Monday, January 01, 2007

A Plan for Victory, Part IIb(i): The Sinews of War (i)

Hmm...I'm obviously having trouble with the way I'm blogging, so I'll try changing it. In particular, I'll put posts that are even less well-organized than those I'd been doing. For example, this one.

When I talk about Cicero's "Endless money forms the sinews of war" (Philippics) in the context of this particular Long War, I'm not mainly thinking about us, the US of A; I'm thinking about our friends and our foes within the Gap.
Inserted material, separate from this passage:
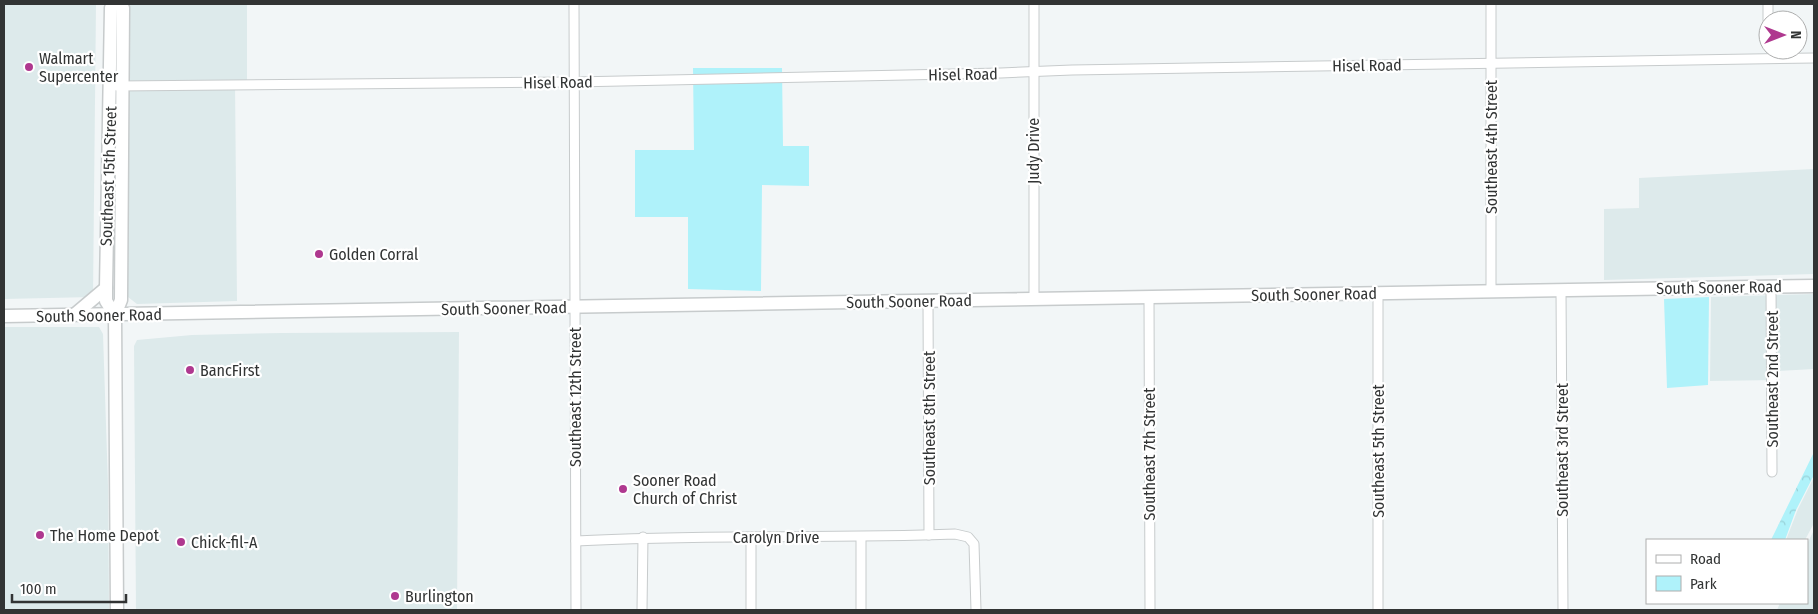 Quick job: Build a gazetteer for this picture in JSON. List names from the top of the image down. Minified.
{"streets":{"main road":["Southeast 15th Street","South Sooner Road"],"street":["Hisel Road","Southeast 4th Street","Judy Drive","Southeast 2nd Street","Southeast 12th Street","Southeast 8th Street","Southeast 3rd Street","Southeast 5th Street","Southeast 7th Street","Carolyn Drive"]},"crossings":[["Hisel Road","Southeast 4th Street"],["Hisel Road","Judy Drive"],["Hisel Road","Southeast 15th Street"],["Hisel Road","Southeast 12th Street"],["Southeast 4th Street","South Sooner Road"],["Judy Drive","South Sooner Road"],["Southeast 15th Street","South Sooner Road"],["South Sooner Road","Southeast 2nd Street"],["South Sooner Road","Southeast 12th Street"],["South Sooner Road","Southeast 8th Street"],["South Sooner Road","Southeast 3rd Street"],["South Sooner Road","Southeast 5th Street"],["South Sooner Road","Southeast 7th Street"],["Southeast 12th Street","Carolyn Drive"],["Southeast 8th Street","Carolyn Drive"]],"places":["Walmart Supercenter","Golden Corral","BancFirst","Sooner Road Church of Christ","The Home Depot","Chick-fil-A","Burlington"],"legend":["Road","Park"],"scale_bar":"100 m","north":"right"} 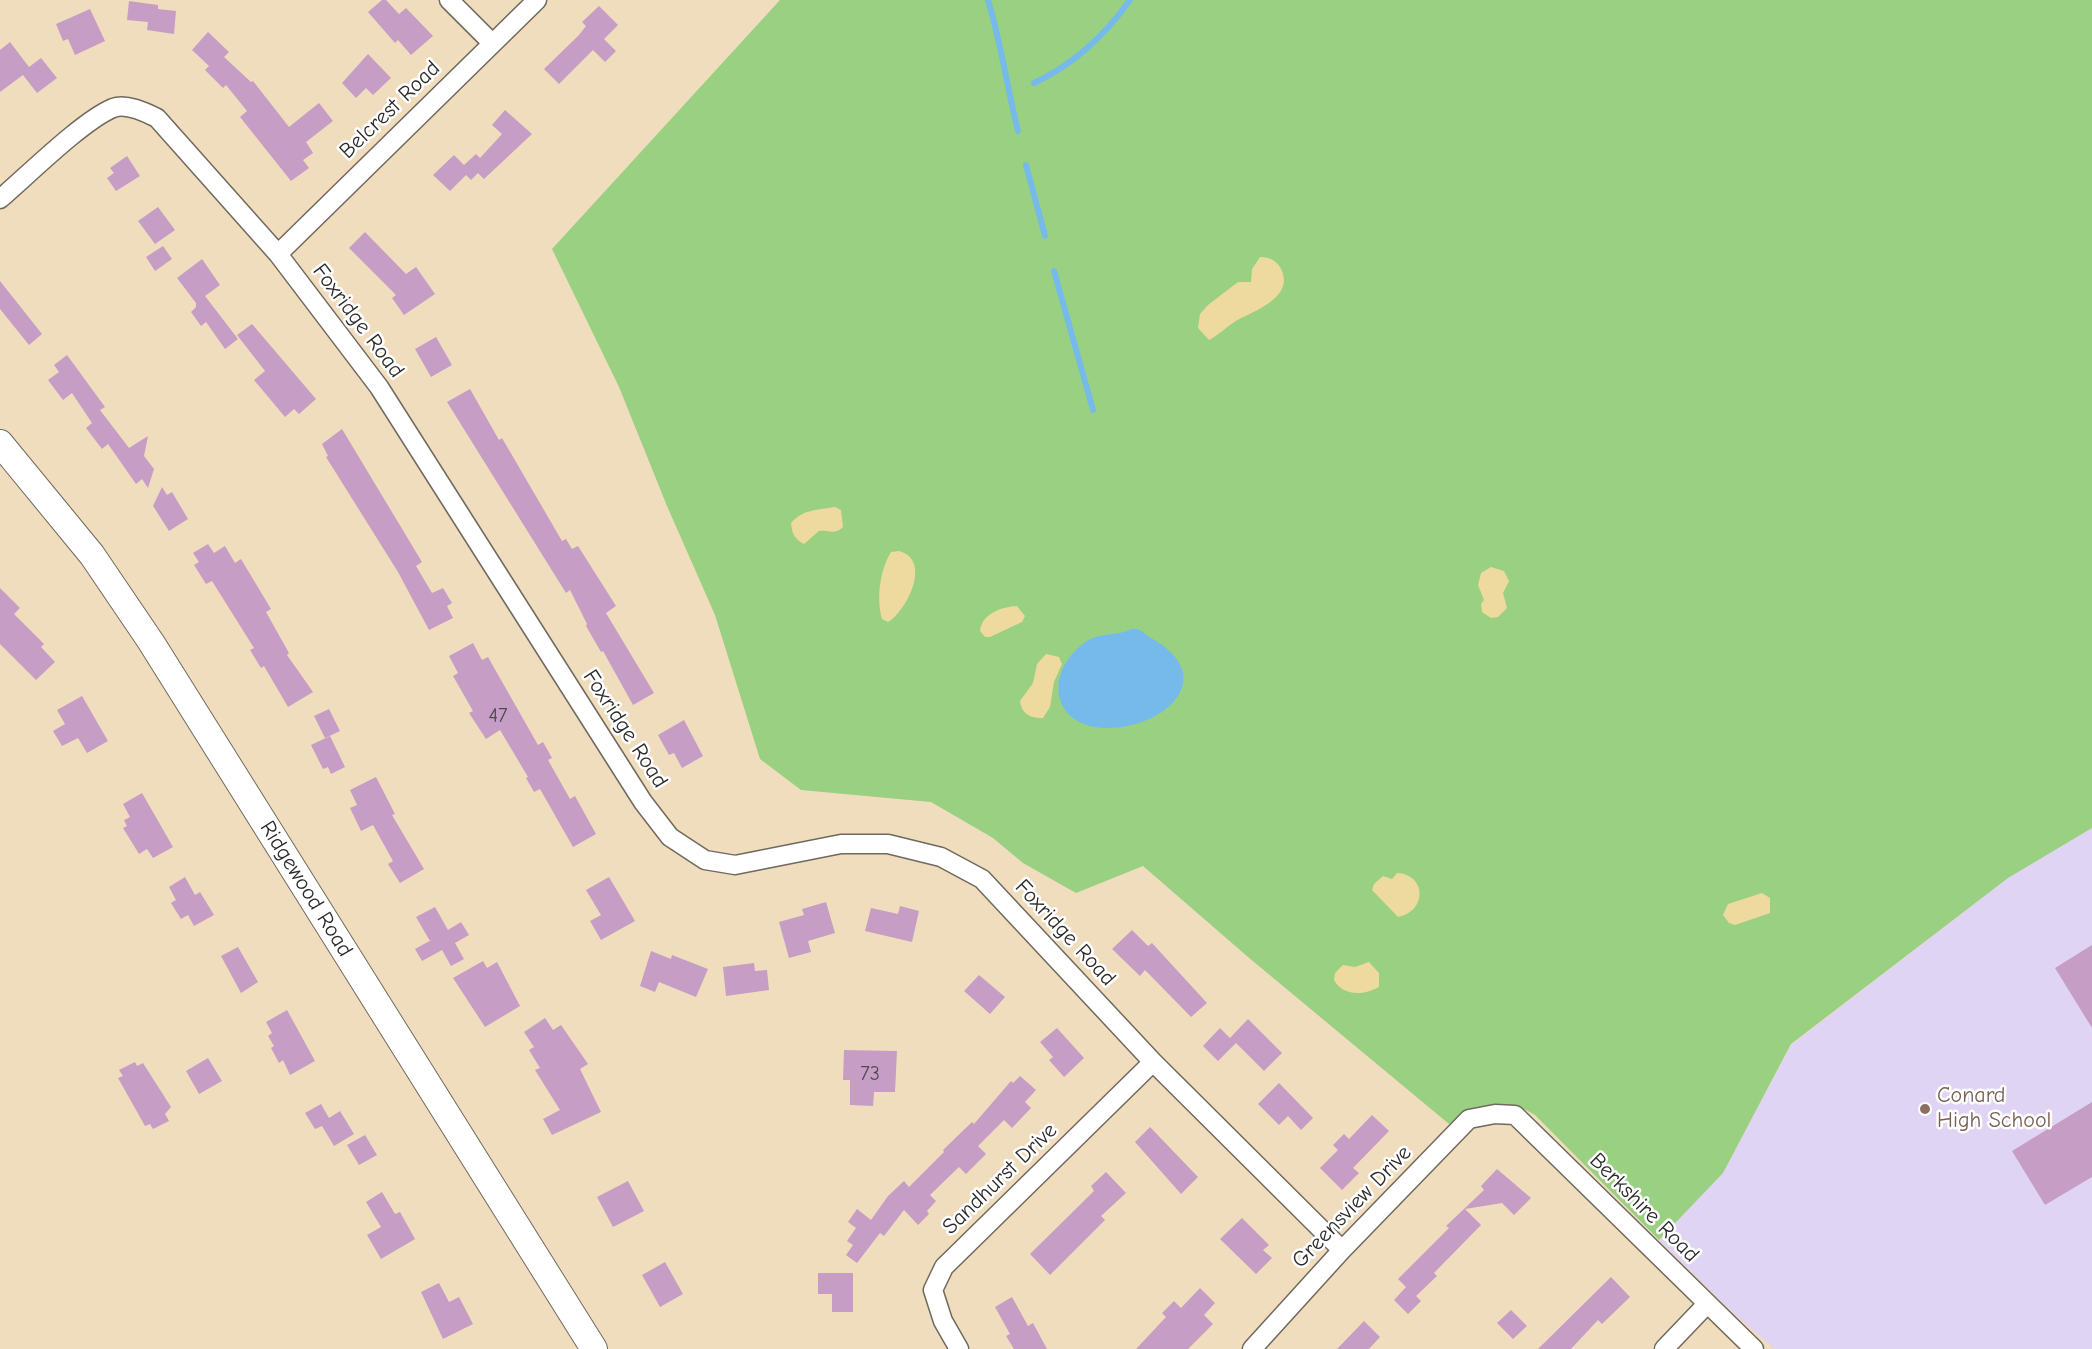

The good guys and the bad guys are both poor by our standards; we want the bad guys to run out of money fast, and we want the good guys to get more and more of it.

So where do the bad guys get money? Oil is a biggie here in the Arab areas and in Iran, but payment to our enemies is very indirect because oil is "fungible", it comes from many places into a world market and from the world market to consumers all over. You pay for gas, Saudi Arabia and Russia and Venezuela and Alaska all benefit, a bit of the benefit goes to charitable causes which turn out to be Bad Guy causes. If you conserve, you bear a probably-substantial cost which reduces the price of oil a tiny tiny bit, if you're lucky. Can we conserve our way to victory? No, almost certainly not -- but we can work to make the current oil technologies obsolete. A tax on traditionally-produced oil would push wind and solar and oil shale and tar sand and biodiesel technologies, thus reducing the oil demand from Asia and Africa and Europe as well as the US. (I would offset that tax, which would tend to be regressive, with a reduction to or elimination of the payroll tax, which was a terrible idea anyway.) And I'd give prizes for new energy-storage technologies; not just batteries but hydrogen (high-temp electrolysis, whatever) and ammonia fuel and compressed air underground and so on, but I have more hope for batteries, mostly.

Adequate energy storage for plug-in hybrids would make almost all of our transportation oil usage obsolete, not because we'd be trying to conserve but because energy from oil is more expensive than energy from a plug.

Other sources of money? Opium in Afghanistan; in 2002-3 I remember some kind of anti-drug ad campaign pointing out that drug money does in some small part support terrorism. Sure...but to end the drug trade we would need a repeal of the Bill of Rights, and there is exactly one actual proposal for ending drug profits without that repeal. It's simple: call off the drug war, it's a front we cannot fight on simultaneously with the Long War. If we treated opium like nicotine, the Taliban would have a lot less money.

Maybe I wouldn't want to try this if we had a working Drug War, but we don't; even without the Long War I thought rather frequently about the irrationality of our failed Drug War policies. To keep on doing the same stuff, with no reason to hope for success, is bad enough when it's just domestic policy and probably increases our local violent crime rates by funding drug lords. To keep on doing it when it's funding Al-Qaeda seems like a different, higher, order of insanity.

Those are the two main ways that I'd be trying to cut down on our enemies' long-term funding, beyond what the Administration has been doing.